The lives of stones,
she thought.
How rich they must be.

Outside her window, the vagueness of night obscured everything, heightened everything. In the narrow winding streets below she could hear the small betrayals of lovers who sat in the cafés along the famous square Place d'Armes. She could smell the food set before them on the domino rows of tables. Most of it was
Monégasque
, Monaco's peasant food, a food that she'd come to love so well.

And so, the time between
4
p.m. and
9
p.m. was marked not by minutes but by course after course:
oignons à la Monégasque
,
the deeply spiced sweet and sour salad of onions and raisins, butter-rich pastries stuffed with pumpkin and rice, and the small hot
socca
pancakes made from chickpea flour. And grilled prawns, olive oil, thin-skinned lemons, orange water, anise seed, garlic, small black olives—the scent of them twined with the sea breeze, became memory. Delphine was a young wife again, leaning into a soft kiss at the moment of daybreak; a young mother with three small children at her feet, her youngest son, Daniel, was still alive, had not been to war, and Victoria was still Queen. Every Christmas, every New Year, every Easter, and every birthday came back to her. Every moment the sun warmed her skin she relived dish after dish.

Her nurses claimed they could not smell a thing.

“And it is impossible to hear anything at Place d'Armes
from here; it is too far away,” one said.

“You are only dreaming,” said the other.

Delphine knew they were wrong. Even sleep had a dark lavender scent.

But that night she could not sleep. Indian mangos, the peach-sweet air of them, would not let her rest. When Escoffier was at The Savoy, six cases were delivered to her. The card was, of course, signed “Mr. Boots.”

“Why would the mysterious Mr. Boots feel I need so many mangos and a side of Scottish beef, the rare Aberdeen-Angus breed, two cases of vintage champagne, and fifty pounds of small yellow butter potatoes from Sweden?”

“Perhaps he is smitten.”

“Perhaps he is.”

The food was always so lush, so extravagant, and somehow so intimate—erotic in its excess—her face went hot with the memory.

And then Escoffier coughed. And even though he was not in the room she could hear him as clearly as if he were standing beside her.

“Do you remember the mangos?” she asked. She thought she was whispering but the scratching of the pen nib stopped. “You must remember them.”
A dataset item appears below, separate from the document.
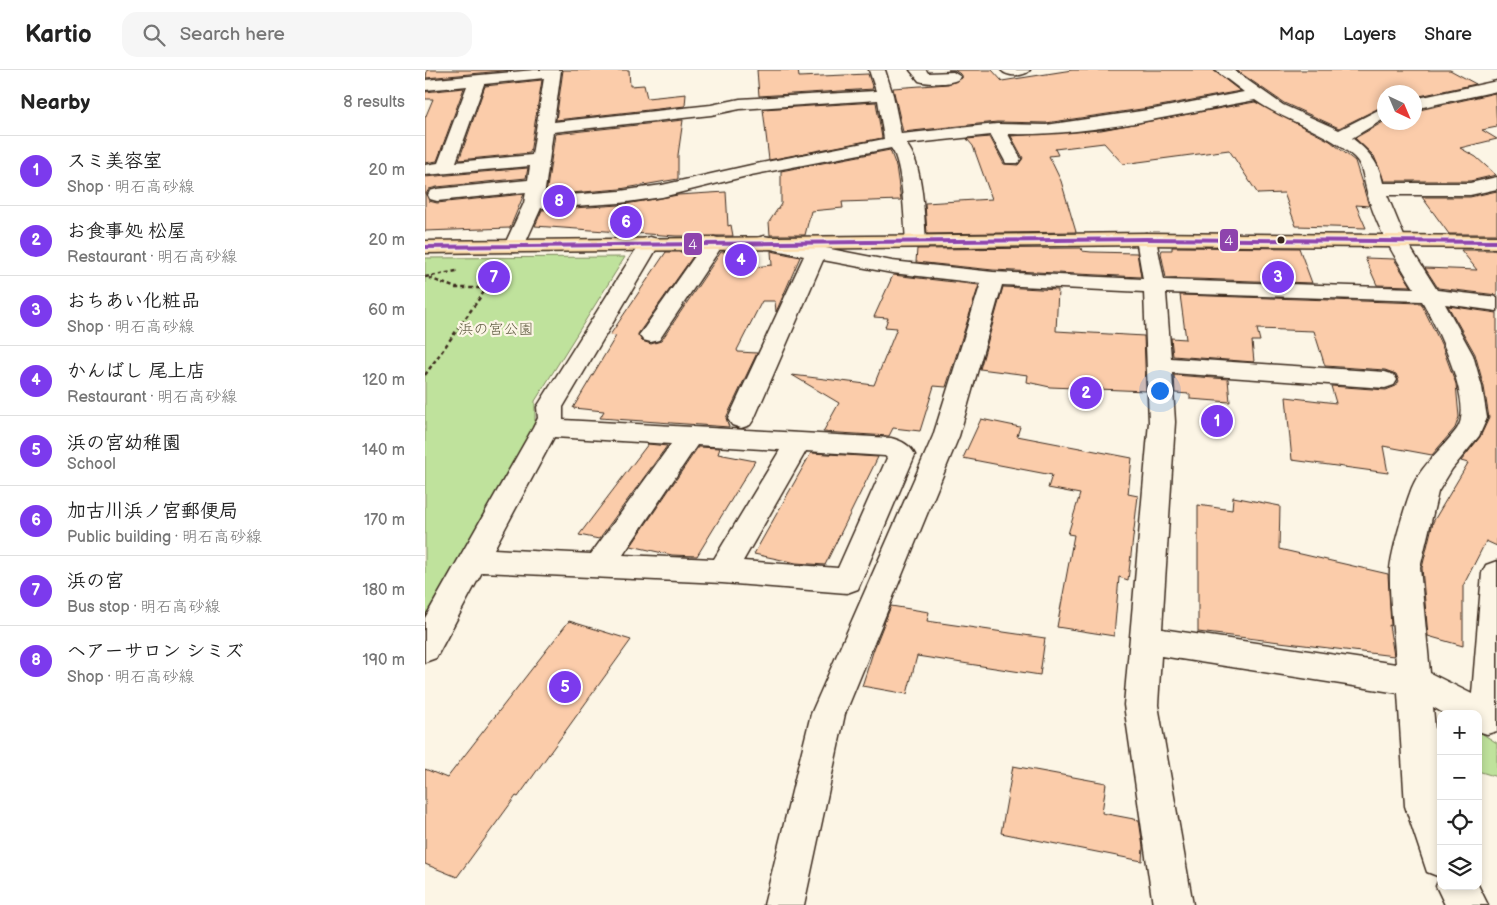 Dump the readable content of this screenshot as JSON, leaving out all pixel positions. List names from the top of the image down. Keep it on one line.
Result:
{"parks":["浜の宮公園"],"lines":["transit line ４"],"north":"bottom right","page":{"header":"Kartio","search":"Search here","nav":["Map","Layers","Share"],"heading":["Nearby","8 results"],"list":[{"mark":"1","name":"スミ美容室","note":"Shop · 明石高砂線","value":"20 m"},{"mark":"2","name":"お食事処 松屋","note":"Restaurant · 明石高砂線","value":"20 m"},{"mark":"3","name":"おちあい化粧品","note":"Shop · 明石高砂線","value":"60 m"},{"mark":"4","name":"かんばし 尾上店","note":"Restaurant · 明石高砂線","value":"120 m"},{"mark":"5","name":"浜の宮幼稚園","note":"School","value":"140 m"},{"mark":"6","name":"加古川浜ノ宮郵便局","note":"Public building · 明石高砂線","value":"170 m"},{"mark":"7","name":"浜の宮","note":"Bus stop · 明石高砂線","value":"180 m"},{"mark":"8","name":"ヘアーサロン シミズ","note":"Shop · 明石高砂線","value":"190 m"}],"pins":["8","6","4","3","7","2","1","5"],"map_buttons":["+","−"]}} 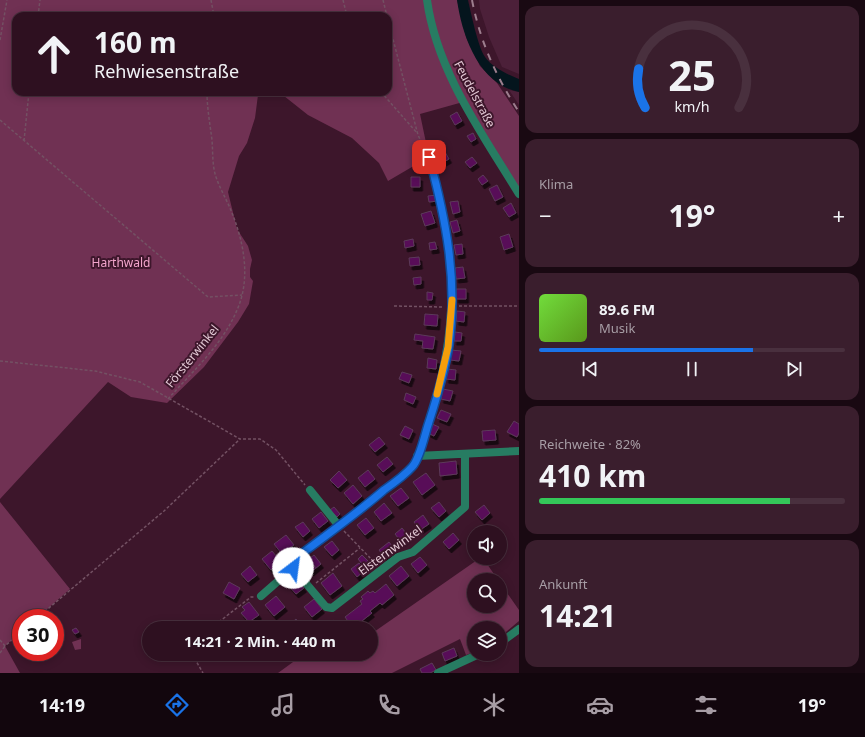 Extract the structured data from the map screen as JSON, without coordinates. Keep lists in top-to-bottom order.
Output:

She could hear him push the chair away from his desk, slowly stand and then lean against the wall. The floorboards creaked.

“The mangos?” she said again.

She could hear him breathing. He cleared his throat and then, quietly, said, “They were sweet, were they not?”

“It was a sweetness more intense than anything I have ever known.”

And then the room fell quiet. The two sat listening to the familiar sound of each other's breath. Without words, there was comfort: a sonata, tone poem of silence and knowing.

After a time, Escoffier said, “The Hindus believe that mangos are a true sign that perfection is attainable.”

She thought of the mangos with their smooth marbled skin, the carmine and field grass green of them, and then the flesh itself, that vivid orange, and then, each bite, the juice sliding down her arm.

“Perfection,” she said. “And yet, after a few days they slowly began to shrivel and turn black. Just one spot, then two, then soon the fragrance shifted from sweet to rancid and the fruits themselves became smaller and smaller with each passing day. It was as if the rain within them was returned back to the heavens, bit by bit, until all the sweetness was gone.”

“Perhaps,” he said, “the rain slowly abandons all of us.”

She could hear Escoffier lower himself down onto his chair, that familiar creak of the springs. She waited for him to begin writing again, but he did not. She sat listening for him to say something else. Anything. But he remained silent. Eventually, she closed her eyes and just before she tumbled into the darkness of sleep he said, “Nothing is real except for dreams and love.”

T
HE NEXT DAY, LANGOUSTINES WERE THE FIRST TO BE
delivered. There was an entire bushel of them—dozens of tiny beasts industriously crawling over and under each other until they made their way out of the basket and onto the kitchen floor. Each slim lobster was the color of hibiscus, an orange pink, with long slender claws and black peppercorn eyes. They snapped at whatever they could, mostly Sabine. It was, after all, her fault that they were there.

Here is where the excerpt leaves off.